I fingered my chest where I felt the same pounding burn. It was deep enough to have soaked a thick trail of blood down her shirt and into her jeans. I’m so sorry, I mouthed. She squeezed her eyes shut, fighting tears and shook her head slightly.
    “Good,” he said, never breaking his frightening gaze on Jules.

Her eyes stayed with mine. She silently pleaded with me to cooperate. She had a few hours practice with Jesse and somehow knew this was it for her soon.

“I’ve waited for a long time for you to find us here,” he said, his eyes briefly darting to mine before refocusing them on Jules’. “You know Julia? You aren’t the only girl I’ve brought down here.”
My eyes widened in fear, anticipating what he’d say next.   

“She’s not exactly the best I’ve had down here Elliott but she had her moments. I do think I could have enjoyed it more if you had been here to watch but I relish the fact I can recount it to you in front of her.” He closed his eyes. “Her scream, when I can get her to, I must say Elliott, is phenomenal; involuntarily gravelly I’m happy to say.”

Jules’ eyes began to water and she shook her head violently, trying to keep me from doing something stupid and getting us both killed. My knuckles tightened in fury, the whites of them brightened with a hungry need to hit him.

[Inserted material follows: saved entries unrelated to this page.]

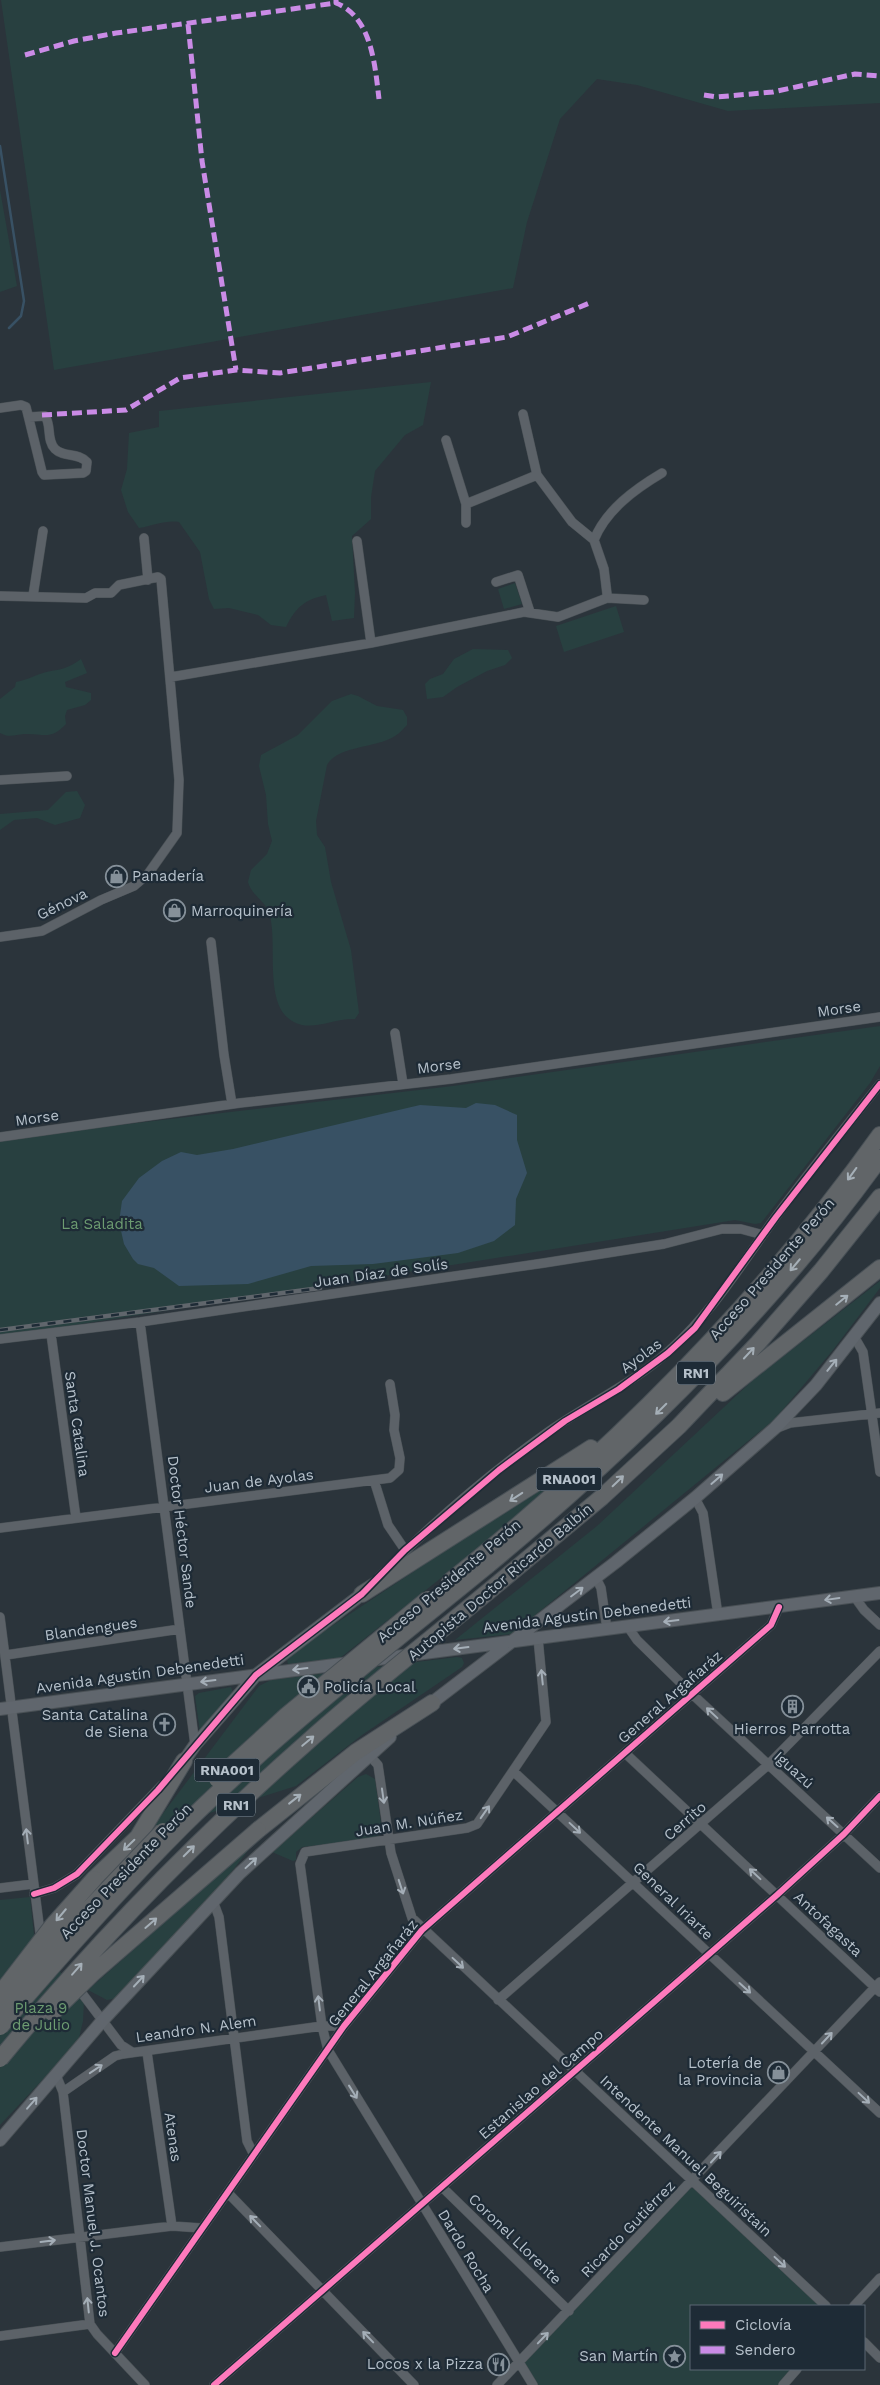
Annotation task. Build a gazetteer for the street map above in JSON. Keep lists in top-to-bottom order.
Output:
{
  "streets": {
    "highway": [
      "Acceso Presidente Perón",
      "RN1",
      "RNA001",
      "Autopista Doctor Ricardo Balbín"
    ],
    "main road": ["Avenida Agustín Debenedetti"],
    "street": [
      "Génova",
      "Morse",
      "Juan Díaz de Solís",
      "Ayolas",
      "Santa Catalina",
      "Juan de Ayolas",
      "Doctor Héctor Sande",
      "Blandengues",
      "General Argañaráz",
      "Iguazú",
      "Cerrito",
      "Juan M. Núñez",
      "General Iriarte",
      "Antofagasta",
      "Leandro N. Alem",
      "Estanislao del Campo",
      "Atenas",
      "Intendente Manuel Beguiristain",
      "Doctor Manuel J. Ocantos",
      "Ricardo Gutiérrez",
      "Coronel Llorente",
      "Dardo Rocha"
    ]
  },
  "crossings": [
    ["Acceso Presidente Perón", "Autopista Doctor Ricardo Balbín"],
    ["Juan Díaz de Solís", "Ayolas"],
    ["Juan Díaz de Solís", "Santa Catalina"],
    ["Juan Díaz de Solís", "Doctor Héctor Sande"],
    ["Santa Catalina", "Juan de Ayolas"],
    ["Juan de Ayolas", "Doctor Héctor Sande"],
    ["Doctor Héctor Sande", "Avenida Agustín Debenedetti"],
    ["Doctor Héctor Sande", "Blandengues"],
    ["Avenida Agustín Debenedetti", "General Argañaráz"],
    ["Avenida Agustín Debenedetti", "Iguazú"],
    ["Avenida Agustín Debenedetti", "Juan M. Núñez"],
    ["General Argañaráz", "Iguazú"],
    ["General Argañaráz", "General Iriarte"],
    ["General Argañaráz", "Antofagasta"],
    ["General Argañaráz", "Leandro N. Alem"],
    ["General Argañaráz", "Intendente Manuel Beguiristain"],
    ["General Argañaráz", "Doctor Manuel J. Ocantos"],
    ["General Argañaráz", "Dardo Rocha"],
    ["Iguazú", "Cerrito"],
    ["Iguazú", "Estanislao del Campo"],
    ["Cerrito", "General Iriarte"],
    ["Cerrito", "Antofagasta"],
    ["Cerrito", "Intendente Manuel Beguiristain"],
    ["Juan M. Núñez", "General Iriarte"],
    ["Juan M. Núñez", "Intendente Manuel Beguiristain"],
    ["Juan M. Núñez", "Dardo Rocha"],
    ["General Iriarte", "Estanislao del Campo"],
    ["General Iriarte", "Ricardo Gutiérrez"],
    ["Antofagasta", "Estanislao del Campo"],
    ["Antofagasta", "Ricardo Gutiérrez"],
    ["Leandro N. Alem", "Atenas"],
    ["Leandro N. Alem", "Doctor Manuel J. Ocantos"],
    ["Leandro N. Alem", "Dardo Rocha"],
    ["Estanislao del Campo", "Intendente Manuel Beguiristain"],
    ["Estanislao del Campo", "Coronel Llorente"],
    ["Estanislao del Campo", "Dardo Rocha"],
    ["Intendente Manuel Beguiristain", "Ricardo Gutiérrez"],
    ["Ricardo Gutiérrez", "Coronel Llorente"],
    ["Ricardo Gutiérrez", "Dardo Rocha"]
  ],
  "one_way": [
    "Avenida Agustín Debenedetti",
    "Iguazú",
    "Juan M. Núñez",
    "General Iriarte",
    "Intendente Manuel Beguiristain",
    "Ricardo Gutiérrez"
  ],
  "parks": ["La Saladita", "Plaza 9 de Julio"],
  "places": {
    "shop": ["Panadería", "Marroquinería", "Lotería de la Provincia"],
    "public building": ["Policía Local"],
    "building": ["Hierros Parrotta"],
    "church": ["Santa Catalina de Siena"],
    "place": ["San Martín"],
    "restaurant": ["Locos x la Pizza"]
  },
  "legend": ["Ciclovía", "Sendero"]
}
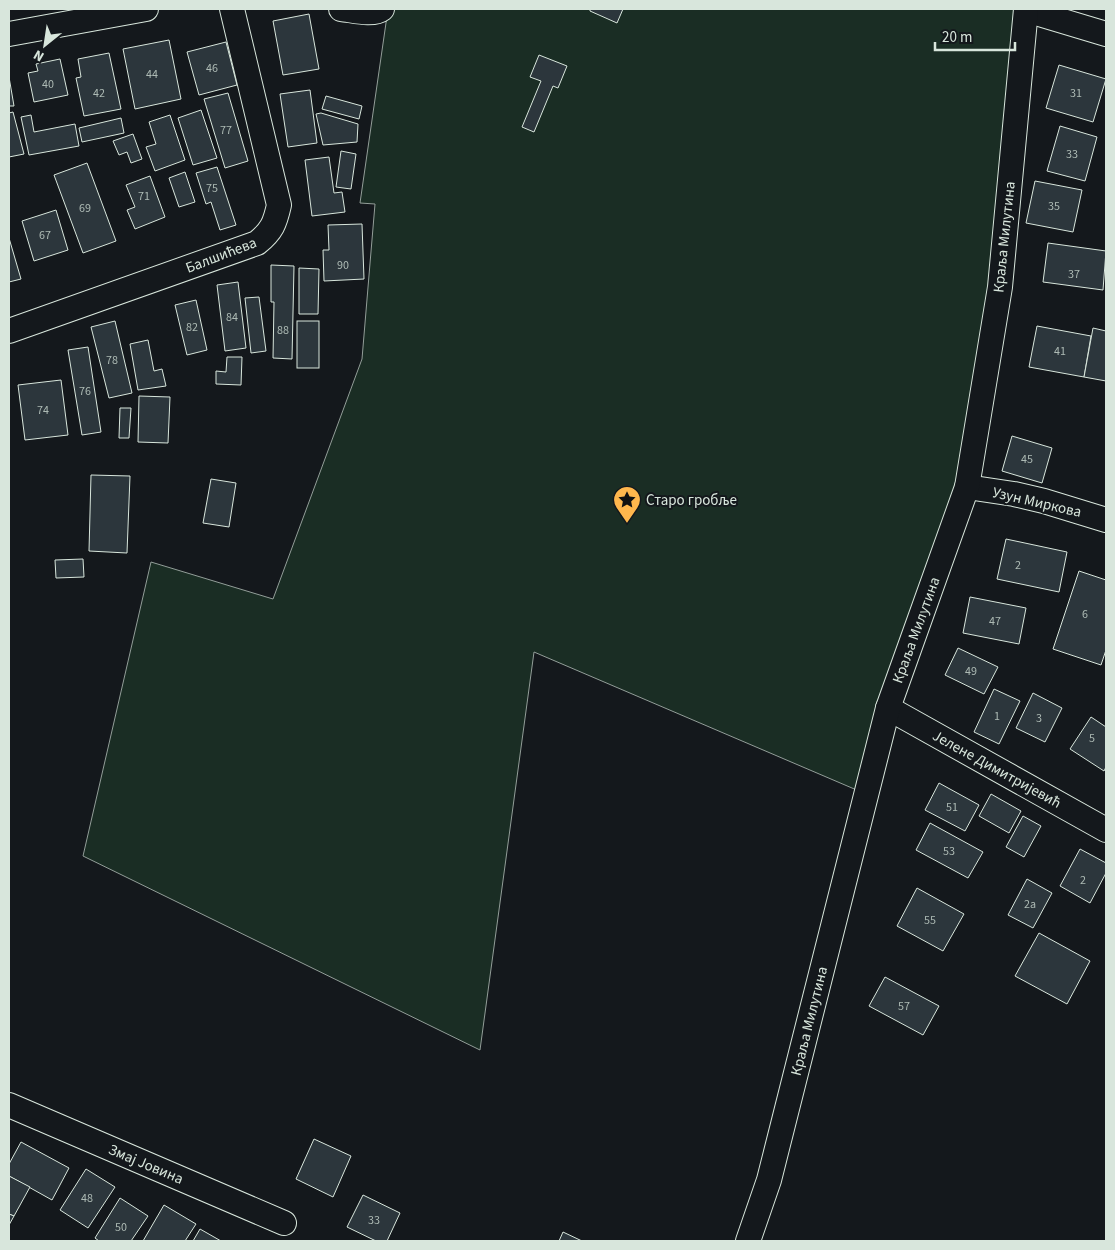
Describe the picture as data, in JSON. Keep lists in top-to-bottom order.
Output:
{
  "streets": {
    "street": [
      "Краља Милутина",
      "Балшићева",
      "Узун Миркова",
      "Јелене Димитријевић",
      "Змај Јовина"
    ]
  },
  "crossings": [
    ["Краља Милутина", "Узун Миркова"],
    ["Краља Милутина", "Јелене Димитријевић"]
  ],
  "places": {
    "place": ["Старо гробље"]
  },
  "house_numbers": [
    "46",
    "44",
    "40",
    "42",
    "31",
    "77",
    "33",
    "75",
    "71",
    "35",
    "69",
    "67",
    "90",
    "37",
    "84",
    "82",
    "88",
    "41",
    "78",
    "76",
    "74",
    "45",
    "2",
    "6",
    "47",
    "49",
    "1",
    "3",
    "5",
    "51",
    "53",
    "2",
    "2a",
    "55",
    "57",
    "48",
    "33",
    "50"
  ],
  "scale_bar": "20 m",
  "north": "bottom left"
}
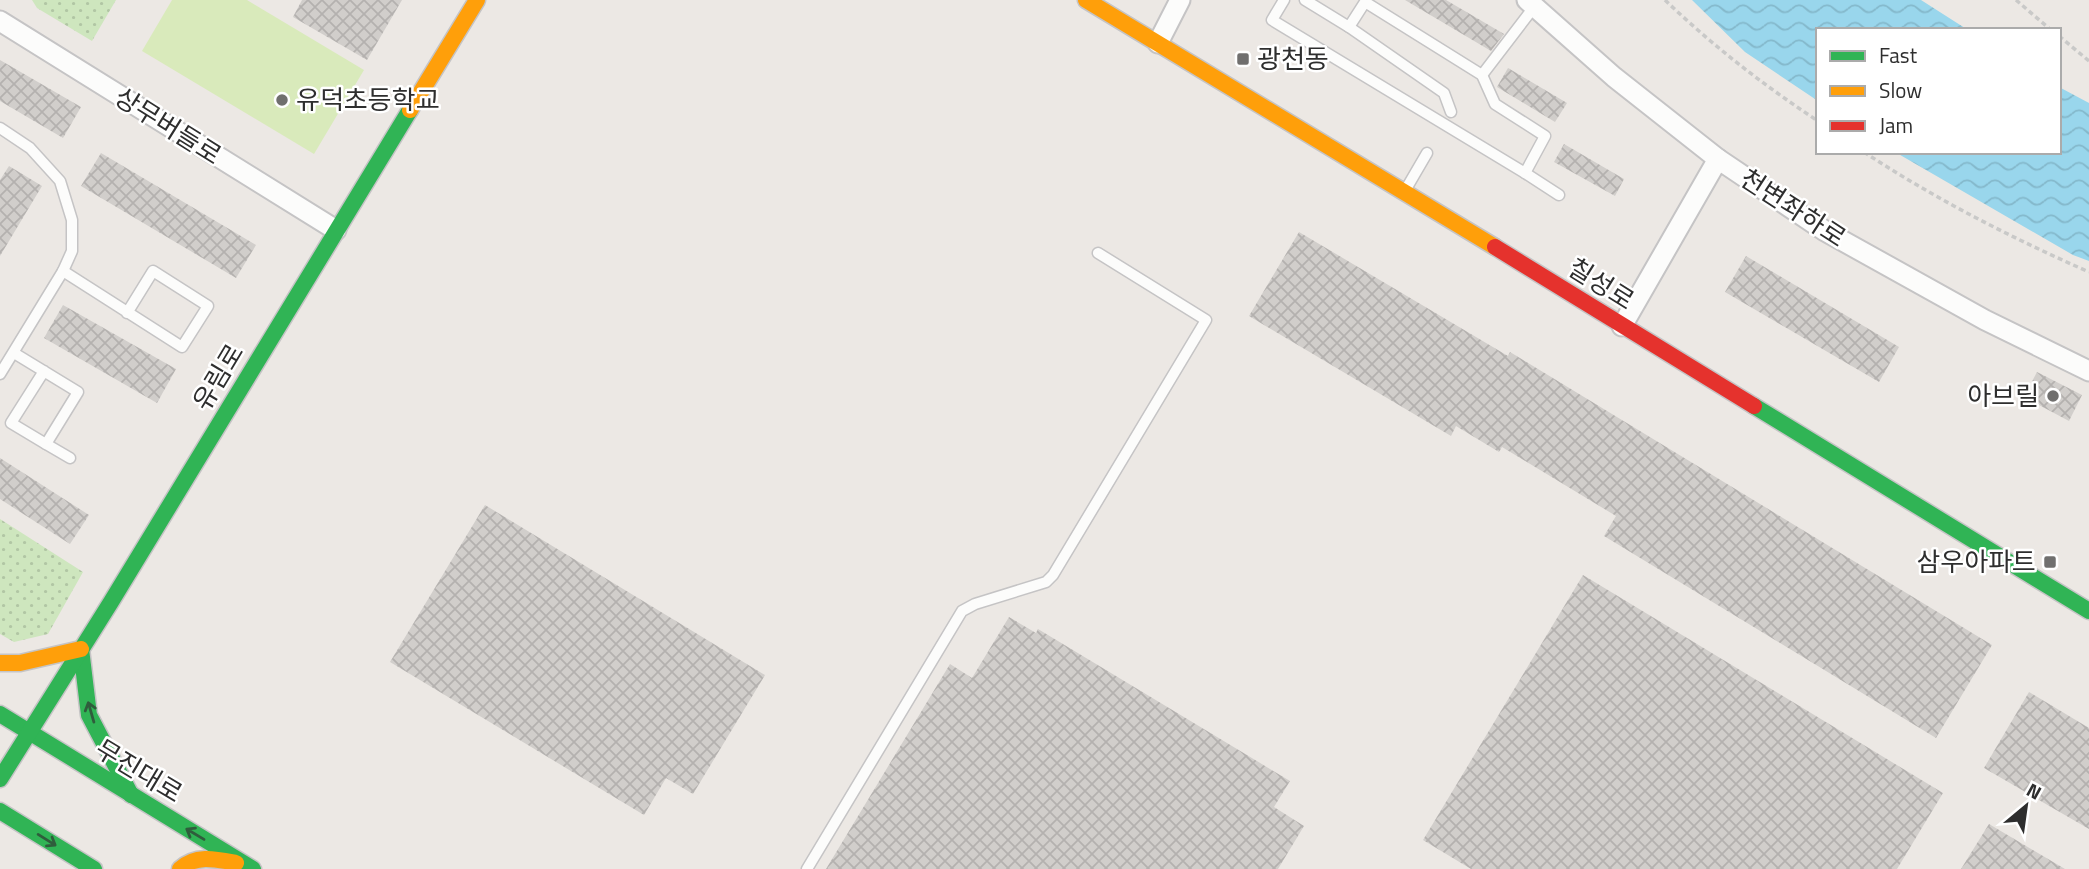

“Oh calm down, Elliott,” he threatened. “Don’t act so surprised. I told you that I wanted her.” He smiled at some private thought before continuing on, “It’s your fault, you know. If you had just stepped aside as I had told you, it wouldn’t have to be so painful for her.” He raised his red eyes my direction and emphatically insisted with the gun, “You did that to her!”

Jules broke down into sobs as she shook her head from side to side, telling me it wasn’t true. I made a move toward her to comfort her. I didn’t care what he did to me. I needed only to touch her and both our fears, our anxieties, our pain, would dissipate into nothing.

Surprisingly, he made no move to stop me, only stepped further back putting the fire he made between himself and us but kept the gun aimed at Jules.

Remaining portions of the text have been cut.